How can teachers help students find the beauty in math? There may be roadblocks already set up in math education -- students’ disposition toward math anxiety, and pressure to cover material quickly. Or maybe it has something to do with the curse of knowledge -- the gap between what experts know and non-experts don’t.

It’s easy for math professors to see the beauty in math, said New York University neuroscientist Pascal Wallisch, because they already have an obvious connection with it. “They perhaps had the luck to enjoy a positive math experience in school,” he said. “Or, frankly, from a cognitive neuroscience perspective, there is little doubt in my mind that they have quite a bit of a different brain than the average person who is trying to unlock the wonders of math, or just learn some math in order to get by.”

Wallisch said that as both a brain scientist and someone for whom math did not come easily, the key to mathematical beauty (and understanding) is visuals. “As primates, we are mostly visual creatures. A good amount of the cortex in primates (upwards of 30%) is dedicated to visual processing in one way or the other. Put differently, things that look interesting or appealing are bound to attract curiosity,” he said. Looking at a picture (or a movie or video) is the same thing as looking at an equation. But while it represents the same information, one method is inherently more appealing to our brains than the other.
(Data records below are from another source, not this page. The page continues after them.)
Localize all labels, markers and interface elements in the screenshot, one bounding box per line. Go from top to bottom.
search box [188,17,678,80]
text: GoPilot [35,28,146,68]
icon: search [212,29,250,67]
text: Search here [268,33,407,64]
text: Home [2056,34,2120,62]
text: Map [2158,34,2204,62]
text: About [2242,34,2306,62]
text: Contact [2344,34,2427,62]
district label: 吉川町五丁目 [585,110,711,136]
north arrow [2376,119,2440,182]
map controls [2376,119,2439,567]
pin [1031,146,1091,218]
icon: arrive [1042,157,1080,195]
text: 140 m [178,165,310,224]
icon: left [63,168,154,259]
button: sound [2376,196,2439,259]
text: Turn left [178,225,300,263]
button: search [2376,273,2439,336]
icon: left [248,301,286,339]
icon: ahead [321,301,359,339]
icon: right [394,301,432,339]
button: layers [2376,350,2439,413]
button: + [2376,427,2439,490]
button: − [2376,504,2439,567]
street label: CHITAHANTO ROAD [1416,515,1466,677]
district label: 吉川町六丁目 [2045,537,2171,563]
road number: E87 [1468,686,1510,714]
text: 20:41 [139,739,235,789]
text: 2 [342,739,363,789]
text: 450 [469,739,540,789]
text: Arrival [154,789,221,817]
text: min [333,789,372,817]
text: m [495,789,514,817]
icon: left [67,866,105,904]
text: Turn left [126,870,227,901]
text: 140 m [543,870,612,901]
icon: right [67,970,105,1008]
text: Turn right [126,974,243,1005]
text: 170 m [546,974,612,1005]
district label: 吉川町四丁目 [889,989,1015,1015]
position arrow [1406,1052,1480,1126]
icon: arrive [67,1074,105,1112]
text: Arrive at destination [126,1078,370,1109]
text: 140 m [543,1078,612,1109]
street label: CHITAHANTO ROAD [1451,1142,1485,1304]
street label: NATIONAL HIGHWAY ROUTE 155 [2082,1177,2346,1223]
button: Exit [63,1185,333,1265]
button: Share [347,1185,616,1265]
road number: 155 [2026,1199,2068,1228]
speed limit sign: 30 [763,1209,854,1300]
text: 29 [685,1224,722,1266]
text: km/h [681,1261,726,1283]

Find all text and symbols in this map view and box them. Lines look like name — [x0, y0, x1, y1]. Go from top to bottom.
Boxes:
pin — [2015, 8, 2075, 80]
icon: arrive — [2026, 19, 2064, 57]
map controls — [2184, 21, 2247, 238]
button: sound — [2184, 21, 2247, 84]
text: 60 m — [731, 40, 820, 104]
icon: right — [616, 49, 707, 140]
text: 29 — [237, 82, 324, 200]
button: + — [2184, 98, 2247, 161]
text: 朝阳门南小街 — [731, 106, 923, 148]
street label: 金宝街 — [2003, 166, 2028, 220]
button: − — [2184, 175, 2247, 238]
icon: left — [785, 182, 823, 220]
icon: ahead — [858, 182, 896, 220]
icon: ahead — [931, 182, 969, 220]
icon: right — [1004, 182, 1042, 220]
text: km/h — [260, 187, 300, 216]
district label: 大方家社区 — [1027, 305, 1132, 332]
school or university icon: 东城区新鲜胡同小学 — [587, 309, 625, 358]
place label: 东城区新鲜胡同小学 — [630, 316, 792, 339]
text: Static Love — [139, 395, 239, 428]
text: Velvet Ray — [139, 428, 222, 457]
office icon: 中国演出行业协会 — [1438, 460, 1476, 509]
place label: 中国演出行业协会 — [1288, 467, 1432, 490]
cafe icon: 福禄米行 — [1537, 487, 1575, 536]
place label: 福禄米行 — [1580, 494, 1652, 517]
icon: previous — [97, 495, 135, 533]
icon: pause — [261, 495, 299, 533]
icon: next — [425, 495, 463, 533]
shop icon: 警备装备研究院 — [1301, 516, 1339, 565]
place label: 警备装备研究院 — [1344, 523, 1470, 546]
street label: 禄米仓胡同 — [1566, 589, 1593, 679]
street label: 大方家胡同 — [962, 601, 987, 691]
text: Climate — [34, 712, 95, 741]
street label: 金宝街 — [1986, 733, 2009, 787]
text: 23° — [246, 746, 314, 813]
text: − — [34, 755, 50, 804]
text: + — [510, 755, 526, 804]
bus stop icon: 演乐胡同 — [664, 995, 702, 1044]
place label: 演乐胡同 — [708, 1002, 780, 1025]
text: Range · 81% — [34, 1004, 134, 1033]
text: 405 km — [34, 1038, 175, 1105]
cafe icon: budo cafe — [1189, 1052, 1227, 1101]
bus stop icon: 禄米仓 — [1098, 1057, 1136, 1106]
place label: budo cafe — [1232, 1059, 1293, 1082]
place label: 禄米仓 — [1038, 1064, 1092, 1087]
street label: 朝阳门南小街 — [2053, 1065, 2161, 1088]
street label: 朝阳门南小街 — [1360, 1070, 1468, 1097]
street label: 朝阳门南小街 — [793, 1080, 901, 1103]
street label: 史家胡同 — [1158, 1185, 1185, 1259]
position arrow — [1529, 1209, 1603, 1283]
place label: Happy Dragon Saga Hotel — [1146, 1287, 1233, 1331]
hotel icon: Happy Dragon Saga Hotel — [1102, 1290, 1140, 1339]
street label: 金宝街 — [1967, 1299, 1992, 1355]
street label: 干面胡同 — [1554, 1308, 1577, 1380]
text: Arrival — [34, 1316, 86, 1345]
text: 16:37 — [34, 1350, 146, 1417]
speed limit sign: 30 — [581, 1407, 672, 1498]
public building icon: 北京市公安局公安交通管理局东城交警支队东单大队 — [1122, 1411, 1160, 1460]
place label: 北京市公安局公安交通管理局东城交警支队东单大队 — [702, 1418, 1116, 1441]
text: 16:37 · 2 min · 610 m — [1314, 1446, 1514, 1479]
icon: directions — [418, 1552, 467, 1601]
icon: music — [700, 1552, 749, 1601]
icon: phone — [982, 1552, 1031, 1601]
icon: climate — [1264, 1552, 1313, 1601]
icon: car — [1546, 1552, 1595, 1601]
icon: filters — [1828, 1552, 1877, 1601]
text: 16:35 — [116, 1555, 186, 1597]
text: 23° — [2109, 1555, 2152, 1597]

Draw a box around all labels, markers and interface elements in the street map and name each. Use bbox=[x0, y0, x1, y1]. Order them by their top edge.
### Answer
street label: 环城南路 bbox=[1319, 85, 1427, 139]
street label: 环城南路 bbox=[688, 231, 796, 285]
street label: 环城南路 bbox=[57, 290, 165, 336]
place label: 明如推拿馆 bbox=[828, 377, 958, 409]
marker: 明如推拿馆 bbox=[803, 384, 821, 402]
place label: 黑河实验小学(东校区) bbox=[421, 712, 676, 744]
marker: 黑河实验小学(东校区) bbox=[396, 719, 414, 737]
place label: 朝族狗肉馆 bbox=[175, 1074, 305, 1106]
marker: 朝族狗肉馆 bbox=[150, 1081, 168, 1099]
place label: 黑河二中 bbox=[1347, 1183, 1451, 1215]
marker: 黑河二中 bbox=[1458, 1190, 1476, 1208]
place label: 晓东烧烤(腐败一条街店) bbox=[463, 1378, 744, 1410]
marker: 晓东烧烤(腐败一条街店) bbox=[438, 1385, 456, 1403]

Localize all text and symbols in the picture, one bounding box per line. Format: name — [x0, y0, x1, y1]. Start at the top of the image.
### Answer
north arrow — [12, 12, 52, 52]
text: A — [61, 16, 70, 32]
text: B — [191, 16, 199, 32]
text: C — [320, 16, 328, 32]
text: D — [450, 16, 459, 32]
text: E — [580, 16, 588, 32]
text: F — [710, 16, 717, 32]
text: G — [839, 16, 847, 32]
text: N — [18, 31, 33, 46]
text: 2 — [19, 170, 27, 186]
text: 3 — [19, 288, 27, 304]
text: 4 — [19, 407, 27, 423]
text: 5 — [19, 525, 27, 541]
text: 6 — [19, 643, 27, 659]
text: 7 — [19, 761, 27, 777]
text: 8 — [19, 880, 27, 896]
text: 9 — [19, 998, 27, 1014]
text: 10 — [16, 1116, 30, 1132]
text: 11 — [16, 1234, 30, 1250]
According to Wallisch, mathematical imagery is what students are missing, and what causes confusion. He used the example of reading the words “Statue of Liberty,” and how it evokes an immediate image in the mind. But if a person couldn’t read, or had never heard of the Statue of Liberty, they would visualize only letters and words, not Lady Liberty holding her torch -- and the same goes for math novices. Since they have no experience, the mix of mathematical symbols on the page don’t mean much. “Mathematicians see equations by imagery built by long-term practice manipulating them,” he said. “The trick is to use software to visualize the equations so that those who don’t have the practice (or the unusual brain) can see the same.”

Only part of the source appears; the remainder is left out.